İdam edilmesini istiyorum
Olay sonrası Zonguldaka gelen annesi Serpil Gökyer, kızı ile her gün görüştüğünü anlatmıştı. Sanığa ateş püsküren anne Serpil Gökyer, şöyle demişti:
"Bunun idam edilmesini istiyorum ben. Her gün benim çocuğumu nasıl kestiyse, santim santim kesilerek öldürülmesini istiyorum. Polemik yapmasın. Polemik yapmak istiyor cezadan kurtulmak için ama ben kesinlikle devlet olarak ona deli raporu verilmesi halinde kesinlikle hakkımı devlete helal etmiyorum. Bir çocuğum bir günde kurtuldu gitti, o ömür boyu her gün santim santim kesilerek öldürülsün. Onu da cezaevinde öldürene ödül vereceğim. Onu kessinler, ben de onu öldürenlere ödül vereceğim. Ben her gün kızımı arardım. İşten geldiği zaman kızım geldin mi diye halini hatırını sorardım. O gün akşam da işten geldiğini ve yemek yiyeceğini söylemişti. Yaklaşık 10 dakika boyunca görüşmüştük. Ondan sonra konuşmadık. Ertesi gün beni aradılar. Yurttaki hocaları Neclanın hastalandığını söyleyip beni Zonguldaka çağırdılar. Benim haberim bile yoktu. Ben buraya kızım hasta diyerek geldim. Ama benim sesimi Başbakana, Cumhurbaşkanına duyurun. Bunların idam edilmesini istiyorum. Bütün gazetecileri, televizyoncuları çağırıp meydanda asmalarını istiyorum. Bugün bizim çocuklarımıza yapanlar başkalarına da yaparlar."
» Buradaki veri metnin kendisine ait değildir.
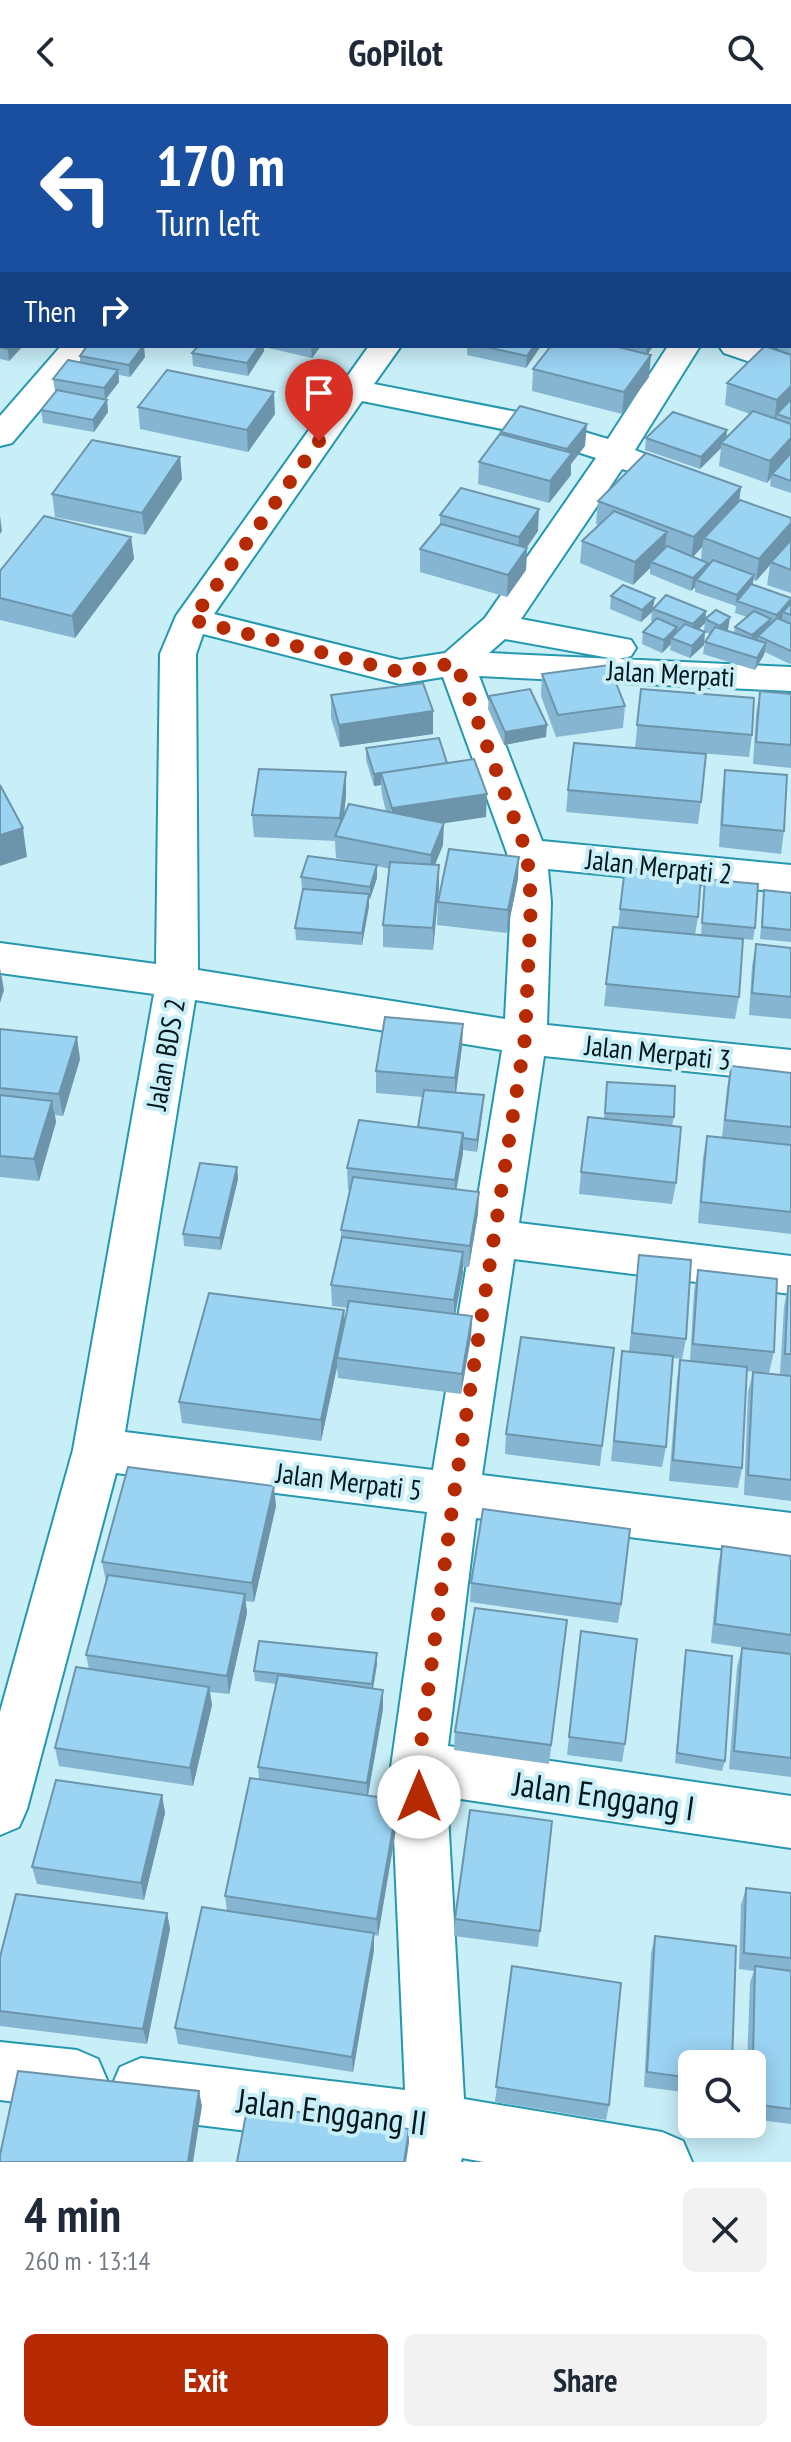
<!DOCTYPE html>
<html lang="en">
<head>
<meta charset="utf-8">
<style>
  :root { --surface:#fff; --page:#f2f2f3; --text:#1f2937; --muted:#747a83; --accent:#b52a01 }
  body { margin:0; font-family:"PT Sans Narrow",sans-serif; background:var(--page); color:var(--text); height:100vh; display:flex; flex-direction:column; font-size:30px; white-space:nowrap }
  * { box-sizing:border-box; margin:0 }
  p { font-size:26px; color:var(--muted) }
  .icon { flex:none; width:44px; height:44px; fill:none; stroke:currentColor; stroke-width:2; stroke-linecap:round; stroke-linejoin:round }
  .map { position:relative; height:2058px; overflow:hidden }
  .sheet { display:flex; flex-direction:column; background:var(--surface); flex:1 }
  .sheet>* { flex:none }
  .banner { position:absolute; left:0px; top:0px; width:792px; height:244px; box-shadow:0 4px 20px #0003; background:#1a4fa0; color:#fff; overflow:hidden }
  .fabs { position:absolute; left:678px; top:1946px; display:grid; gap:16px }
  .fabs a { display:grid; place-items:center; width:88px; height:88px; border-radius:12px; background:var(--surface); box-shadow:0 4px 20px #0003; font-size:40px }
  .pin { position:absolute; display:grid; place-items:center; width:68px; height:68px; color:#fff; margin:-82px -34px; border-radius:50% 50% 50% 0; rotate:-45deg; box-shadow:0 0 8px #0007 }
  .pin .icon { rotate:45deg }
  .me { position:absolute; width:88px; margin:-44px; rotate:0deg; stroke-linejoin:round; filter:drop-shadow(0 0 6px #0008) }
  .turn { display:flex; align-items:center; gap:28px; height:168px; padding:0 24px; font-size:36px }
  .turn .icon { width:104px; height:104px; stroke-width:2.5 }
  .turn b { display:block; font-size:56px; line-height:68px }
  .then { display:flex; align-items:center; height:76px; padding:0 24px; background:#0003; gap:16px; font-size:30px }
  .round { display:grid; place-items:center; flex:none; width:84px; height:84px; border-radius:12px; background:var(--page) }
  .summary { display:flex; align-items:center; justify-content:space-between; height:136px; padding:0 24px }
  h1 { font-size:48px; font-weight:700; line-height:60px }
  .cta { display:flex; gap:16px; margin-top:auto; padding:16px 24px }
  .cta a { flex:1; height:92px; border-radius:12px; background:var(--accent); color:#fff; font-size:32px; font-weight:700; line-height:92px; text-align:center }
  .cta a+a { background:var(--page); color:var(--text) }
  header { display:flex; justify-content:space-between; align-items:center; height:104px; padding:0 24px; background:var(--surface); font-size:36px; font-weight:700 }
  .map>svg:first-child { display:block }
</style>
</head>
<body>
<header><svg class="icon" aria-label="back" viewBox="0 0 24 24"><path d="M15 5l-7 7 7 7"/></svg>GoPilot<svg class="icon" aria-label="search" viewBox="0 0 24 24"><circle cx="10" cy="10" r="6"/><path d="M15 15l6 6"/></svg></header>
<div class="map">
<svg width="791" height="2058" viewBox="0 0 791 2058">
  <rect width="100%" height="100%" fill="#c8eef7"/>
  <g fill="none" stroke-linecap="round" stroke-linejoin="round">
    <!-- minor casing -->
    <g stroke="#2498ae" stroke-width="4">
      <path id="minor" d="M530,0h28l-29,2z
        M660,0h32l2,2h-32z
        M2,69v19l-2,1v-19z
        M790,122h1v19h-1z
        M61,242h33l-82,97 -12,3v-30z
        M369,242h32l-27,38 143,28 91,27 60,-93h32l-65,104 20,8 5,7 -5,7 -12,3 -21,-6 -101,150 110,21 5,8 -5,8 -12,3 172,8v24l-312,-15 63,165 249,24v28l-243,-24 3,33 -4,123 244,25v32l-247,-26 -25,167 272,33v38l-277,-35 -32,216 309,38v44l-315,-39 -28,228 343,50v52l-344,-51 17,302 198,33 21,9 9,21h-208l-22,-4 -1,4h-60l2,-12 -262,-32 -21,-9 -9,-21 9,-21 21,-9 264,32 -14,-323 36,-255 -311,-39 -89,336 -8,18 -19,8v-123l73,-262 81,-456 -154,-21v-30l156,21 4,-310 16,-38zM362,297l150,30 84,27 -111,160 -40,35 -45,7 -186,-46zM203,530l197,50 43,-7 64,176 4,49 -6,117 -307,-49 -2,-316zM505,535l110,20 -126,-6zM195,896l307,50 -69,420 -308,-38z
        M719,242h46l26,9v21l-67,-23z
        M0,1938l77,8 21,9 9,21 -9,21 -21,9 -77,-10z"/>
    </g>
    <!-- minor -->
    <use href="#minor" fill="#fff" fill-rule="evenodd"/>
  </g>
  <!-- wall -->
  <path fill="#85b5d1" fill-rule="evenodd" d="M234,0h39l-2,2h-27z
    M298,0h89l-1,2h-90z
    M752,0h39v20l-1,-18h-31z
    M791,74v43h-1z
    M0,121h2v63l-1,1h1v57h21l-14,15 -9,-2z
    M791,216v34l-11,-4v-4h10z
    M198,242h123l-9,12 -48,-11v4l-16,25 -55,-10 -1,-13z
    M467,242h74l-15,22 -59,-13z
    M551,242h102l-6,8 2,23 -27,37 -90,-23 1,-22z
    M791,251v138l-21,-7 1,-8 -4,5 -48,-17 2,-18 -21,21 -55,-19 1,-12h80l24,-24 -25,-9 2,-22z
    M80,252l65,1 -15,20 -11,-2v7l-13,17 1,1 1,12 -14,20 -51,-9 -2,-13 15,-19h-1l-2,-12 27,-17z
    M138,303l137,7 -27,38 -108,-23z
    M501,328l84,14 -14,18v11l-22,28 -71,-19 1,-22z
    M180,353l2,22 -37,56 -90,-18 -3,-23z
    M741,383l-2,13 52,18v75l-24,-8 3,-20 -14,16 -3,-1v4l38,14v65l-1,1 -25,-12 -10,18 -52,-16 2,-12 5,-8 -6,-2 1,-13 23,11 -2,1 8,2 1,-6 12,-10 -12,-4 1,-7 -41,-14v-5l-4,4 -41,-17v-6l-17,17 -53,-22 2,-22 17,-16 -3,-1 2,-23zM702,443l-1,13 -8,-3z
    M440,411l98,16 -12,17h1l-1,22 -19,27 -87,-25v-23l20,-24z
    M131,433l3,22 -59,79 -75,-18v-49z
    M611,492l43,11 52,4 -1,12 -7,7 6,15 -14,13 -20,-8 1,-6 -9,9 -20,-9 1,-12 10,-10 -2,-1 1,-9 -11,10 -31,-13z
    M542,570l83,32 -2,22 -67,9 -15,-41z
    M641,585l111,46 -3,22 -114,-9z
    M760,587l31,3v74l-38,-4 3,-50z
    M331,591l102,16v23l-93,13 -9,-29z
    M489,592l57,41 -42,8 -16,-36z
    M366,644l81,15 39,54 -43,6v22l-8,19 4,1v22l-6,63 -50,-3v-22l7,-56 -13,-3v12l-7,21h-1v7l-7,39 -66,-5 -1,-12 12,-38 -5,-1 -1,-12 60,-14 -25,-5 -1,-17 -81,-4 -2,-22 94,-20 -2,22 42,-5 -4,-17 -1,-10 -7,1 -8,-26z
    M725,666l59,61 -3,23 -62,-7 3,-55z
    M568,686l133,12 -3,22 -132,-12z
    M625,764l73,49 -3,18 44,62 -4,22 -131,-13 9,-79h5z
    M518,775l-11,54 -70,-8 1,-23z
    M705,775l50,49 -2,12 -52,-5z
    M764,786l27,3v49l-31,-3z
    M756,840l35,4v71l-42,-4 3,-49z
    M463,920l-1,22 -6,47 27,14 -6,45 -14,-2 -7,39 23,3 -1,21 -9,54h-6l-8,47 17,2 -1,21 -10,57 -123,-16 -1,-11 -16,74 -139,-18 -3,-21 165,-92 1,13 3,-15 -16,-2 -1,-21 10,-44v-11l9,-40h-2l-1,-22 71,-41 5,-30 -47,-4v-22z
    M0,925l80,30 -17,57 -8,-1 1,7 -17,59 -39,-4z
    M731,962l60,7v161l-93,-11 5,-65 4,-22 15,2 5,-50z
    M607,978l67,35 -2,9 4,57 -4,21 -93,-10 2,-22 23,-54z
    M237,1063l1,12 -17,71 -37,-4 -1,-12z
    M639,1151l47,84 -4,20 -9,-1 -7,89 -4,20 -51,-6 11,-110h7z
    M698,1166l76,82 -5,21 -22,-2 -5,97 -4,20 -69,-7 8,-101 3,-20 10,1 4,-70z
    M788,1182h3v90l-11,-2 4,-67z
    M614,1244l-14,118 -95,-12 1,-20z
    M753,1268l38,4v125l-47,-6 4,-103z
    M276,1402l-22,96 -9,-1 2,12 -18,81 -19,-2 2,13 -19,81 -134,-20 -4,-18 34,-79 -3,-14 20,-73 -4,-20z
    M722,1442l69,10v221l-62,-8 8,-102 5,-19 18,2 -49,-7 7,-77z
    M471,1479l150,21 -3,19 -148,-21z
    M567,1516l-18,144 -95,-14 1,-18z
    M581,1527l44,113 -3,18 -55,-7z
    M686,1546l39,111 -3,10 -47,-8 9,-102z
    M377,1560l-4,25 10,1v19l-15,86 30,22 -20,119 -4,-1v15l-21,122 -175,-28 -3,-16 52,-117 -2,-15 34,-117 -1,-12 18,-83 -21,-3 -1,-10z
    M162,1691l3,18 -21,87 -107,-16 -5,-17z
    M552,1717l-14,126 -84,-11 1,-17z
    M746,1784l45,5v231l-39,-5v-55h-5l3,-82 4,-11 -15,-2 2,-64z
    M167,1809l3,16 -23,115 -147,-18v-69z
    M655,1832l37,128v29l-48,-6 7,-134z
    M512,1862l97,139 -3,15 -111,-18z"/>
  <!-- shaded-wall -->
  <path fill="#6c94aa" d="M611,0h17l-4,2h-16z
    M2,34v13l-1,1 -1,-12z
    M2,170v14l-2,2v-14z
    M10,242h13l-14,15 -1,-12z
    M144,242l1,11 -15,20 -1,-12z
    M259,242h5v5l-16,25 -1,-13z
    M311,242h10l-9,12z
    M534,242h7l-15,22 1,-12z
    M647,242h6l-7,11z
    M651,251l-2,22 -27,37 2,-22z
    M118,266l1,12 -14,18 -1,-12z
    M791,282v18l-14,10 -1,6 -2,2 3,-22z
    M274,288l1,22 -27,38 -1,-22z
    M107,296l1,12 -14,20 -1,-12z
    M587,320l-2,22 -14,18v11l-22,28 1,-22 16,-21 1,-11z
    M727,326l-1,12 -5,1v5l-21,21 1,-12z
    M791,334v19l-19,17 -1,4 -4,5 3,-22z
    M180,353l2,22 -37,56 -3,-22z
    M741,383l-3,22 -34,29 -2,9 -11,12 3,-22z
    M539,405l-1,22 -20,29 1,-23z
    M0,412l2,15 -2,3z
    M791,419v19l-20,20 -1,3 -14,16 3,-22z
    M667,428l-3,22 -13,8 -1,6 -17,17 2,-23z
    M131,433l3,22 -59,79 -3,-22z
    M527,444l-1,22 -19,27 1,-22z
    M708,459l-1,12 -11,5 -1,7 -4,4 2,-13z
    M754,471l-2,12 -15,14 -2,6 2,-12z
    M655,494l-3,14 -11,10 1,-12z
    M791,495l-1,12 -7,1 -1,8 -7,8 2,-13z
    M706,507l-1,12 -14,14 2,-13z
    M730,513l-2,13 -10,8 2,-12z
    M771,515l-2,12 -11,5 -1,6 -7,6 2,-13z
    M677,523l-1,12 -5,-1v6l-9,9 2,-13z
    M705,528l-1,13 -14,13 2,-12z
    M766,539l-2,12 -9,15 2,-12z
    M433,607v23l-93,13 -1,-22z
    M547,621l-1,12 -42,8 1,-13z
    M346,668v23l-5,46 -1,-23z
    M381,669v12l-7,1v-12z
    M487,690l-1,23 -94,14v-23z
    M444,719l-1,22 -13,32 1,-22z
    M23,724l4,29 -27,9v-31z
    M519,753l-1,22 -11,54 1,-23z
    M377,761v13l-7,21v-12z
    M439,761v22l-6,63v-22z
    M369,790v12l-7,39v-12z
    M0,864l4,22 -4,13z
    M463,920l-1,22 -7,54v-22z
    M77,933l3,22 -17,57 -4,-22z
    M484,991l-1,12 -6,45v-12z
    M52,997l4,21 -17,59 -5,-22z
    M463,1029v21l-9,48 1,-22z
    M237,1063l1,12 -17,71 -1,-12z
    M479,1088l-1,21 -9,54 1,-21z
    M463,1148v21l-9,48v-21z
    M344,1206l1,21 -8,27v9l-16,74v-21z
    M472,1212l-1,21 -10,57 1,-20z
    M274,1382l2,20 -22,96 -2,-19z
    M245,1490l2,19 -18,81 -2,-18z
    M377,1549v11l-5,30v-10z
    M209,1583l3,18 -19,81 -3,-18z
    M383,1586v19l-16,92v-18z
    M162,1691l3,18 -21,87 -3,-17z
    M398,1696v17l-20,119 -1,-17z
    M167,1809l3,16 -23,115 -4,-15z
    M374,1829v17l-21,122 -1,-15z
    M199,1987l3,15 -9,56h-5z
    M409,2025v14l-3,19h-2z"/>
  <!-- building -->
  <path fill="#9bd3f3" stroke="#6c94aa" stroke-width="2" d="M0,0h29l10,2h-37v10h-2z
    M105,0h51l-1,2h-51z
    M185,0h37l-2,2h-37z
    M298,0h8l15,2h-25z
    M575,0h36l-3,2h-28z
    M765,0h26v8l-1,-6h-21z
    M0,17l2,1v16l-2,2z
    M790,32h1l-1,31z
    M791,74v21h-1z
    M2,109v12h-2v-10z
    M0,127h2v22h-2z
    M790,140h1v26h-1z
    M0,155h2v15l-2,2z
    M0,185h2v20l-2,-1z
    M0,212l2,1v29h8l-2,3 -8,-2z
    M87,242h56l-14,19 -49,-9z
    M198,242h61l-12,17 -55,-10z
    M481,242h53l-7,10z
    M551,242h63l37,9 -27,37 -91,-23z
    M765,242l26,9v31l-14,14 -50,-17z
    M68,256l50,10 -14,18 -51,-9z
    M167,266l107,22 -27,38 -109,-23z
    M57,286l50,10 -14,20 -52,-10z
    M791,295v20l-14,-5z
    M520,302l67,18 -20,25 -66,-17z
    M753,307l38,13v14l-21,23 -49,-18z
    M673,308l54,18 -26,27 -55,-19z
    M500,330l72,19 -22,28 -71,-19z
    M92,336l88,17 -38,56 -90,-19z
    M646,349l95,34 -47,50 -96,-36z
    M791,349v28l-19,-7z
    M461,384l78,21 -20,28 -79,-22z
    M740,396l51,18v5l-32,36 -55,-21z
    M614,407l53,21 -32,30 -53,-21z
    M44,412l87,21 -59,79 -72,-18v-27z
    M441,420l86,24 -19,27 -88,-26z
    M791,436v30l-20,-8z
    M667,442l41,17 -15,15 -42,-16z
    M713,456l41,15 -17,20 -41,-15z
    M751,480l40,14v1l-14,16 -40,-14z
    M623,481l32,13 -13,12 -31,-14z
    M666,491l40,16 -13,13 -40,-15z
    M791,499v12l-8,-3z
    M716,506l14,7 -10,9 -15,-7z
    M754,507l17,8 -19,16 -17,-8z
    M657,514l20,9 -13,13 -21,-8z
    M777,514l14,6v27l-33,-15z
    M685,520l20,8 -13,14 -21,-8z
    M715,523l51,16 -9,15 -52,-16z
    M609,561l16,41 -67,9 -16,-41z
    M423,579l10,28 -94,14 -8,-30z
    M530,585l17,36 -42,7 -16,-36z
    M641,585l113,9 -2,37 -115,-10z
    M760,587l31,3v51l-35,-3z
    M439,634l8,25 -73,11 -8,-26z
    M574,639l132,11 -5,48 -133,-12z
    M474,655l13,35 -95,14 -11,-35z
    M259,665l87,3 -6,46 -88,-3z
    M725,666l62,5 -3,56 -62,-6z
    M0,681l23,43 -23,7z
    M349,700l95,19 -13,32 -96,-19z
    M449,745l70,8 -11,53 -70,-8z
    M308,752l69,9 -7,22 -69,-10z
    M390,758l49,3 -6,63 -50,-3z
    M625,764l76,7 -3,42 -78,-8z
    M705,775l53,5 -3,44 -53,-5z
    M303,785l66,5 -7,39 -67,-5z
    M764,786l27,3v37l-29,-3z
    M613,823l130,12 -4,58 -133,-13z
    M756,840l35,4v49l-39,-4z
    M385,913l78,7 -8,54 -79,-7z
    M0,925l77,8 -18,57 -59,-6z
    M731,962l60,7v54l-66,-7z
    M607,978l68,4 -1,31 -69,-4z
    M424,986l60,5 -7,45 -14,-2v-5l-45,-6z
    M0,991l52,6 -18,58 -34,-3z
    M588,1013l93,10 -5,56 -95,-11z
    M359,1016l104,13 -8,47 -108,-12z
    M707,1032l84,9v67l-90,-10z
    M200,1059l37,4 -17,71 -37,-4z
    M353,1073l126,15 -9,54 -129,-16z
    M342,1133l121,15 -9,48 -123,-15z
    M639,1151l52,5 -5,79 -54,-6z
    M698,1166l79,9 -3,73 -81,-8z
    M788,1182h3v68h-6z
    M209,1189l135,17 -23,110 -142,-18z
    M349,1197l123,15 -10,58 -125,-16z
    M521,1233l93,11 -12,98 -96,-12z
    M622,1247l51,5 -7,91 -52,-6z
    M680,1256l67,7 -5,101 -69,-8z
    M753,1268l38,4v104l-43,-5z
    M128,1363l146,19 -22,97 -150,-21z
    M483,1405l147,20 -9,75 -150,-21z
    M722,1442l69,10v79l-76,-11z
    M108,1471l137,19 -18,82 -141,-21z
    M475,1504l92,12 -16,125 -96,-13z
    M581,1527l56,8 -12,105 -56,-7z
    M259,1537l118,12 -5,31 -118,-13z
    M742,1544l49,6v104l-57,-7z
    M686,1546l46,6 -7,105 -48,-8z
    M76,1563l133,20 -19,81 -135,-20z
    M278,1571l105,15 -16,93 -109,-16z
    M250,1674l148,22 -21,119 -152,-23z
    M56,1676l106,15 -21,88 -109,-16z
    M470,1706l82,11 -12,110 -85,-12z
    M746,1784l45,5v65l-47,-5z
    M16,1790l151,19 -24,116 -143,-18v-54z
    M202,1803l172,26 -22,124 -177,-29z
    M655,1832l81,10 -4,118h-40v14l-45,-6z
    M512,1862l109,17 -12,122 -113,-18z
    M755,1862l36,5v138l-39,-5z
    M18,1967l181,20 -11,71h-188v-7z
    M248,2000l161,25 -5,33h-167z"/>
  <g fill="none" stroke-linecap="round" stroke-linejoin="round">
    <!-- route -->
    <path stroke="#b52a01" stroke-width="14" stroke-dasharray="0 25.2" d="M319,337l-127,179 208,52 56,-9 71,190 4,49 -6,136 -71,456 -36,273 1,30"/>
  </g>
  <g text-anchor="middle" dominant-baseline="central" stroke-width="8" stroke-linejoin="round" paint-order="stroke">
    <!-- street labels -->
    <g font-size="28" fill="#02171c" stroke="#c8eef7">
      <text transform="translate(671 569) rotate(3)">Jalan Merpati</text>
      <text transform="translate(659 762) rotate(6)">Jalan Merpati 2</text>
      <text transform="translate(658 948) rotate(6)">Jalan Merpati 3</text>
      <text transform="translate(165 950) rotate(-80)">Jalan BDS 2</text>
      <text transform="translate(349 1377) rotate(7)">Jalan Merpati 5</text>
    </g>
    <!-- near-street labels -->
    <g font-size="34" fill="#02171c" stroke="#c8eef7">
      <text transform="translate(604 1691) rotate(8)">Jalan Enggang I</text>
      <text transform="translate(332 2007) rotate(7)">Jalan Enggang II</text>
    </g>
  </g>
</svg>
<div class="fabs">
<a><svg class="icon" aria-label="search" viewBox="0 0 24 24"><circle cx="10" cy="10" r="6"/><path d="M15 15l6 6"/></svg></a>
</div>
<div class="pin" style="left:319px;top:337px;background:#d93025"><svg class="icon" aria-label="arrive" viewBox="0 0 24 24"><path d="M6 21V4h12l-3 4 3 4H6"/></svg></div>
<svg class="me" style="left:419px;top:1693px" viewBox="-20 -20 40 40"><circle r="19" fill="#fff"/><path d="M0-13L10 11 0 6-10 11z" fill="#b52a01"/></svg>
<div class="banner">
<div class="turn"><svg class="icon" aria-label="left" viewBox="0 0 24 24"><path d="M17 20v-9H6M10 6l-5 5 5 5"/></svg><div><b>170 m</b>Turn left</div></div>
<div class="then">Then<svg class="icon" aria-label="right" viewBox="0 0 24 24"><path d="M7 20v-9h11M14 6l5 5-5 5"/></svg></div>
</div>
</div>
<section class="sheet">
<div class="summary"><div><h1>4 min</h1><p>260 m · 13:14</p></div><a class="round"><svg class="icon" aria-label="close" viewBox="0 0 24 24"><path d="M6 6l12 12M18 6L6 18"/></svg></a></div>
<div class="cta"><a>Exit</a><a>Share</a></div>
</section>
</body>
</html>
DNA izi acı gerçeği ortaya çıkardı
Başına poşet geçirildikten sonra boğazı kesilen ve kan sıçramaması için battaniye ile yüzü kapatılan Necla Sağlamın cenazesi, otopsi işlemlerinin ardından ailesine teslim edilmiş ve memleketi Ispartada defnedilmişti. Olayı derinleştiren ve birden çok güvenlik kamerasını inceleyen Zonguldak Emniyet Müdürlüğü Asayiş Büro Müdürlüğü ekipleri, parmak izinden su tesisatçısı Tolga K.ya ulaşmıştı. Gözaltına alınan Tolga K., emniyette sabaha kadar süren sorgusunda da Cumhuriyet Savcılığında da susma hakkını kullanmış ve kuvvetli suç şüphesi ile tutuklanarak cezaevine gönderilmişti. Ankara Adli Tıp Kurumundan gelen rapor doğrultusunda DNA sonucunun Tolga K. ile uyuştuğu ortaya çıktı.